The potential mechanism of transmission of HPV to the breast remains unclear with opinions being divided between direct contact spread from the female perineum to the breast or hematological spread. As already indicated, the presence of HPV has been demonstrated recently not only in the primary breast cancer but also in tissue taken from the nipple regions, which suggests that HPV may enter the breast by infecting the epithelium of the nipple and areola. Additionally in two separate studies, HPV-16 was found to be present in breast tumors that occurred in European women with HPV-16 associated cervical cancer [Hennig et al., 1999b; Widschwendter et al., 2004], thus raising the possibility that HPV may be transmitted by hand from the female perineum to the breast. However recent evidence has been demonstrated for the hematological carriage of HPV on peripheral blood mononuclear cells which could provide an alternative pathway for the transmission of the virus to the breast [Bodaghi et al., 2005; Chen et al., 2009].

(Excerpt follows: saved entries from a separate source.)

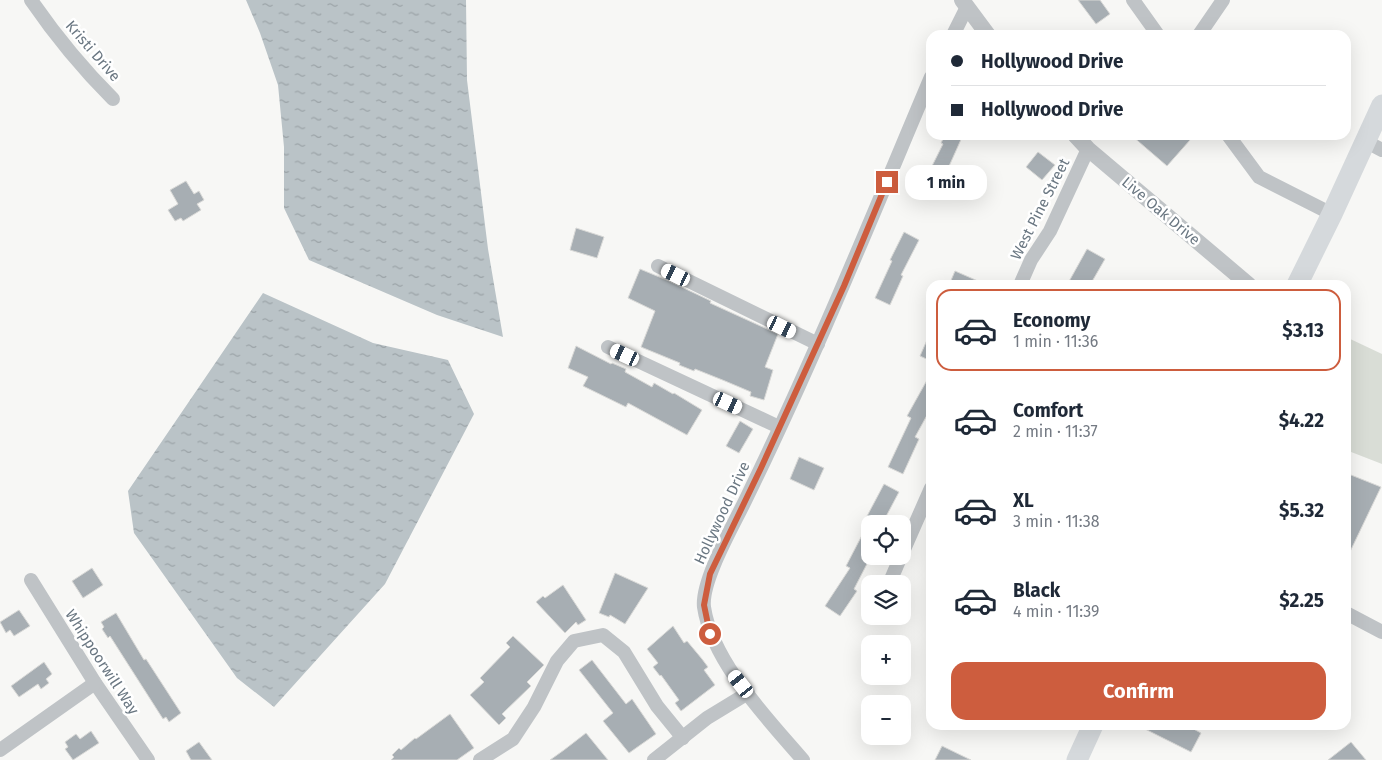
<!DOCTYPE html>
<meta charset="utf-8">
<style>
:root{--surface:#fff;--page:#f6f6f7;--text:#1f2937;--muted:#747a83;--line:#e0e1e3;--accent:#cd5d3e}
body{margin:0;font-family:"Fira Sans",sans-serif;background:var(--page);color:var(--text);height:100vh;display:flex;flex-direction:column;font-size:19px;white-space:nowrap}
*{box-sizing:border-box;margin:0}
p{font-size:16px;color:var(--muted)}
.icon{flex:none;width:28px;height:28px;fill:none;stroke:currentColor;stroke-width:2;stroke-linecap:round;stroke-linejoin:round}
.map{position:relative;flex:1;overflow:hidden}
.panel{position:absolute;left:926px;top:280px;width:425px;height:450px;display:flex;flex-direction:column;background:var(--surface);border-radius:15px;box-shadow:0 5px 20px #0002}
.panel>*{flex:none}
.banner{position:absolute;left:926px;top:30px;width:425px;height:110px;border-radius:15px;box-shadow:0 5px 20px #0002;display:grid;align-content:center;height:110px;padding:0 25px;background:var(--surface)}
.tools{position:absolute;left:861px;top:515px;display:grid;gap:10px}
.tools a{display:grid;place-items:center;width:50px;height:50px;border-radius:10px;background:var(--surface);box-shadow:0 5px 20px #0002;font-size:25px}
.end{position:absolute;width:22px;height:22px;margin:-11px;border:6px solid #cd5d3e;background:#fff;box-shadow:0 0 0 2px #fff}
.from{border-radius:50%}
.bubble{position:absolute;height:35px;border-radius:15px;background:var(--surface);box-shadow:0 5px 20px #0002;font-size:16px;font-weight:700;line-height:35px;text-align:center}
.car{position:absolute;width:15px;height:30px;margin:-15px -8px;border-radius:6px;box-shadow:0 0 4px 1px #0007;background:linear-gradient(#fff 24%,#345 0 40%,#fff 0 76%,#345 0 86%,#fff 0)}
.banner b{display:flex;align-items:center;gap:18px;height:48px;font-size:19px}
.banner b+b{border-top:1px solid var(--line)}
.banner i{width:12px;height:12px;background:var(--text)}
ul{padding:9px 0 0;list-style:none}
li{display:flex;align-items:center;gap:15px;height:82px;margin:0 10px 8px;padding:0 15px;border:2px solid transparent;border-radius:15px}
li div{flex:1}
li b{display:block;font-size:19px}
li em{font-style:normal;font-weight:700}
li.selected{border-color:var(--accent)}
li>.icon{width:45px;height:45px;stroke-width:1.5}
.button{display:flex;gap:10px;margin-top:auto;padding:10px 25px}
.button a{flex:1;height:58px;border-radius:15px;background:var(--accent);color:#fff;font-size:20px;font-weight:700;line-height:58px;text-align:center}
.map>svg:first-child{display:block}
.park{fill:#d9ddd6}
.water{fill:url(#water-ripples)}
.building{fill:#a7aeb3;stroke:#d9d9d7}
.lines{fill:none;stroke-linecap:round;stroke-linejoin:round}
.minor{stroke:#bfc3c6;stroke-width:14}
.tertiary{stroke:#bfc3c6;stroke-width:16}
.primary{stroke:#d5d9dc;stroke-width:21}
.route{stroke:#cd5d3e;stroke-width:6}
.labels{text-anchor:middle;stroke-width:5;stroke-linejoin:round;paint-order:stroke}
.street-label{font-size:15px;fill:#6a7782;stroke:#fff}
</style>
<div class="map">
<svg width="1382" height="760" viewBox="0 0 1382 760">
<defs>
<pattern id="water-ripples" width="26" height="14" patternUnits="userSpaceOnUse" patternTransform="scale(1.25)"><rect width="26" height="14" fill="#bac3c7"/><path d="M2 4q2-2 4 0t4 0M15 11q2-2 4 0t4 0" fill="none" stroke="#9ba3a7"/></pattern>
</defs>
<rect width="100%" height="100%" fill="#f7f7f5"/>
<path class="park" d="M 1346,337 L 1382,354 L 1382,464 L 1346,450 Z"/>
<g class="water">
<path d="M 246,0 L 466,0 L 467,80 L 488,249 L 503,337 L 437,315 L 309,260 L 284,208 L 284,147 L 278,85 L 260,33 Z"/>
<path d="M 263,293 L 373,343 L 448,360 L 474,414 L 385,584 L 274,707 L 237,678 L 134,533 L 128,491 Z"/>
</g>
<g class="building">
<path d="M 1078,0 L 1100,0 L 1110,14 L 1096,24 Z"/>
<path d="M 945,135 L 963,135 L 937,193 L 922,186 L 943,144 L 941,143 Z"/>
<path d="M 1131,135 L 1184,135 L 1190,140 L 1167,166 Z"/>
<path d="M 1038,152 L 1055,165 L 1042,180 L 1026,167 Z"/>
<path d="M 186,181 L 194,194 L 199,191 L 204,200 L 197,204 L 201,210 L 183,221 L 181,218 L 175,221 L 168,210 L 178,204 L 170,190 Z"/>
<path d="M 576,228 L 604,237 L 597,258 L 570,250 Z"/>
<path d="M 904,232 L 919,240 L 901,275 L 903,276 L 890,305 L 875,298 L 892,261 L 890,260 Z"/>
<path d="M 1087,249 L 1105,259 L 1090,285 L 1067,285 Z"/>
<path d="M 640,269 L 669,281 L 711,301 L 710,303 L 778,334 L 765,367 L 773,370 L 764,400 L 750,396 L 751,392 L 725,381 L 695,369 L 694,371 L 679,365 L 680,363 L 641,347 L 655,311 L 628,298 Z"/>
<path d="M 955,271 L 987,285 L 949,285 Z"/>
<path d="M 931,331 L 931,361 L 920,356 Z"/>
<path d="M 576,346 L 611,364 L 612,363 L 626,369 L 625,372 L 652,387 L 654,383 L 673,394 L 674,393 L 702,410 L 687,435 L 628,403 L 626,407 L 583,386 L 588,377 L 568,368 Z"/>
<path d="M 931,373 L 931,408 L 915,437 L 919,439 L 903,474 L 888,467 L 911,418 L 907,416 Z"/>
<path d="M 740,421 L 753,429 L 739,453 L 726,446 Z"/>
<path d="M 799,457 L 824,468 L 814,490 L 790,479 Z"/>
<path d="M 1346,473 L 1381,487 L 1346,560 Z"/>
<path d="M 884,484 L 899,492 L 882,524 L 870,524 L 870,558 L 854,589 L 857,591 L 840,616 L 825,606 L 850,568 L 846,566 L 870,520 L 866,518 Z"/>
<path d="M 92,568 L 103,585 L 83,598 L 72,581 Z"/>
<path d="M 615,573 L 648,588 L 625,624 L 610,615 L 609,617 L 599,613 Z"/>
<path d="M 563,585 L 586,620 L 578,625 L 576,622 L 565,633 L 536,602 L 543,596 L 545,598 Z"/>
<path d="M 19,610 L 30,626 L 14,636 L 10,630 L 6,633 L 0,622 Z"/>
<path d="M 116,613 L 144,660 L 146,659 L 181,713 L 169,722 L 166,717 L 163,719 L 117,647 L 110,636 L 108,638 L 102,629 L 104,627 L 101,622 Z"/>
<path d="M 673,626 L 684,643 L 687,641 L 702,659 L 708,667 L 704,670 L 715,685 L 681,711 L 675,703 L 679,700 L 661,675 L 660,676 L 653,667 L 658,663 L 647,649 Z"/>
<path d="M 513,636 L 544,665 L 527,682 L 531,686 L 502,714 L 506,718 L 499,725 L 470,695 L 484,682 L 480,678 L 510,647 L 506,643 Z"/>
<path d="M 592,660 L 626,704 L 632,699 L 656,734 L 629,753 L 603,721 L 613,713 L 579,670 Z"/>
<path d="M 44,662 L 52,674 L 46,679 L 49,683 L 41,689 L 38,684 L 19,697 L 11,686 Z"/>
<path d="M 450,714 L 474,748 L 457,760 L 391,760 L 394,757 L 392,755 L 399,748 L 401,750 L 415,738 L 416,739 Z"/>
<path d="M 1137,725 L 1186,725 L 1201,733 L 1191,752 Z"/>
<path d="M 91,731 L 99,743 L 73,760 L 65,749 L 68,747 L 65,742 L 76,734 L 80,739 Z"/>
<path d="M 586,733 L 608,760 L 550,760 L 564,750 Z"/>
<path d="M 199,742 L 212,760 L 191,760 L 186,751 Z"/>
<path d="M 1351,742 L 1366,760 L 1328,760 Z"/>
<path d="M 942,746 L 971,760 L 935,760 Z"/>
</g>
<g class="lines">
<g class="minor">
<path d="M 31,0 C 55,35 83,69 113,99"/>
<path d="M 1133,0 L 1158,35"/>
<path d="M 953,35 L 967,7"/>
<path d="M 1199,35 L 1223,0"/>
<path d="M 1228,135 L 1259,177 L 1332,214"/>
<path d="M 1365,141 L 1382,150"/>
<path d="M 658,266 L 818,344"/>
<path d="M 1020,285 L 1031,260 L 1050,231 L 1088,149"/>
<path d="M 608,347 L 779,427"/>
<path d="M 902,554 L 931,488"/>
<path d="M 31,580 L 95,683 L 148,760"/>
<path d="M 889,584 L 901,556"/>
<path d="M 1346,613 L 1382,632"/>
<path d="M 0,750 L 95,683"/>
<path d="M 480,760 L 513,739 L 534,707 L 557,661 L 574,641 L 603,635 L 624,652 L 657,706 L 683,738"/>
<path d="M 654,760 L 707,718 L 748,693"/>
<path d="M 803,760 C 768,719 712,662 704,607 C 701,581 733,526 745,501 C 813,362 871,219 931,77"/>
</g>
<g class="tertiary">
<path d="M 962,0 L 988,35"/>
<path d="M 1075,135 L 1088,149 L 1249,285"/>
</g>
<g class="primary">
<path d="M 1297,285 L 1332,214 L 1382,105"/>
<path d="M 1077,760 L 1093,725"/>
</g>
</g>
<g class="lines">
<path class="route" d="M 710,634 L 704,605 L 710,574 L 761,468 L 844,286 L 887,182"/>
</g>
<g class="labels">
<g class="street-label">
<text transform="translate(93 51) rotate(49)" y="5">Kristi Drive</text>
<text transform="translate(1040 209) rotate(-63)" y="5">West Pine Street</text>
<text transform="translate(1161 211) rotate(40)" y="5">Live Oak Drive</text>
<text transform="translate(722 513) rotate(-65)" y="5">Hollywood Drive</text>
<text transform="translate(102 662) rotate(57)" y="5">Whippoorwill Way</text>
</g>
</g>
</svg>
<div class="tools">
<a><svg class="icon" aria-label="locate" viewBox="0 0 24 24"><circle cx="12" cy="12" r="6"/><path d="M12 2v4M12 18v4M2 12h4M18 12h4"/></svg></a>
<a><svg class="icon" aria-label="layers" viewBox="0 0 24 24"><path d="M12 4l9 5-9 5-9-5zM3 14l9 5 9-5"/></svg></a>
<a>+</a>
<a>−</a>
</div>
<i class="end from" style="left:710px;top:634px"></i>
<i class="end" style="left:887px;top:182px"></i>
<div class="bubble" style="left:905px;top:165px;width:82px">1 min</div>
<i class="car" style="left:676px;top:275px;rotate:296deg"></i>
<i class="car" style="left:782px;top:327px;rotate:116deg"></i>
<i class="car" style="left:625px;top:355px;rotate:295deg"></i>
<i class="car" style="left:728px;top:403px;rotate:115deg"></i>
<i class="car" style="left:741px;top:684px;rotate:322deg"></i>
<div class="banner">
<b><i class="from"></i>Hollywood Drive</b>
<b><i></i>Hollywood Drive</b>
</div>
<section class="panel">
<ul>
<li class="selected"><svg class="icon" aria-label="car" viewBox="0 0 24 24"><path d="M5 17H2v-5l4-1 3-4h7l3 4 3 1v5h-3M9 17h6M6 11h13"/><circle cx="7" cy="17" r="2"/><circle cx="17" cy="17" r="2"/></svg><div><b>Economy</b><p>1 min · 11:36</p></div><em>$3.13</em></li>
<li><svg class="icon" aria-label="car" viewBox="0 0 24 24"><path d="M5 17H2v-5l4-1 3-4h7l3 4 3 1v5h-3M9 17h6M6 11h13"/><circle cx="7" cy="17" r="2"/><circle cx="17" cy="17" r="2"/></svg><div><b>Comfort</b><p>2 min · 11:37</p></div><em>$4.22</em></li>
<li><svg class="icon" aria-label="car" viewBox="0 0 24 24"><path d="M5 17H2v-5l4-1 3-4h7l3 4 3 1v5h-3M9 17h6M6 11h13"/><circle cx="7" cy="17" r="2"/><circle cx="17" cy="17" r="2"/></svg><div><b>XL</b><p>3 min · 11:38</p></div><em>$5.32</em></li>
<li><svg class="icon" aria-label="car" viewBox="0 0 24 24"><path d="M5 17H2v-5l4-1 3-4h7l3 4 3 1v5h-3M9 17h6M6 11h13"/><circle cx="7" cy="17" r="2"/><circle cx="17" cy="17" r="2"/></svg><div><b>Black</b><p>4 min · 11:39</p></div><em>$2.25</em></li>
</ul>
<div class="button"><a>Confirm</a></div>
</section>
</div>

In conclusion, in this study of fresh frozen breast cancer samples, using a comprehensive PCR screening technique, the presence of HPV-18 only was detected in 50% of all cases. HPV positive breast cancer cases were noted to be slightly younger, and were found to be more likely smaller tumors associated with node negativity, but no other pathological correlations were noted. While in situ hybridization studies of corresponding paraffin sections were negative, and the etiological role of HPV in breast cancer remains unclear, the discovery of HPV in such a high proportion of breast cancers cannot be dismissed. Further investigation of the potential contribution of HPV-18 to breast cancer development may require research involving sophisticated inducible transgenic mice in which HPV-18 expression can be controlled in a dose and time-dependent manner. Ultimately the role of HPV in breast cancer development will be ascertained by monitoring the future incidence of the disease in women administered cervical cancer vaccinations against high-risk HPV types.
Acknowledgements
The funding bodies played no role in the design or conduct of the study; the collection, management, analysis or interpretation of the data; or the preparation, review, or approval of the manuscript. The contents are solely the responsibility of the authors and do not necessarily represent the official views of the funding bodies.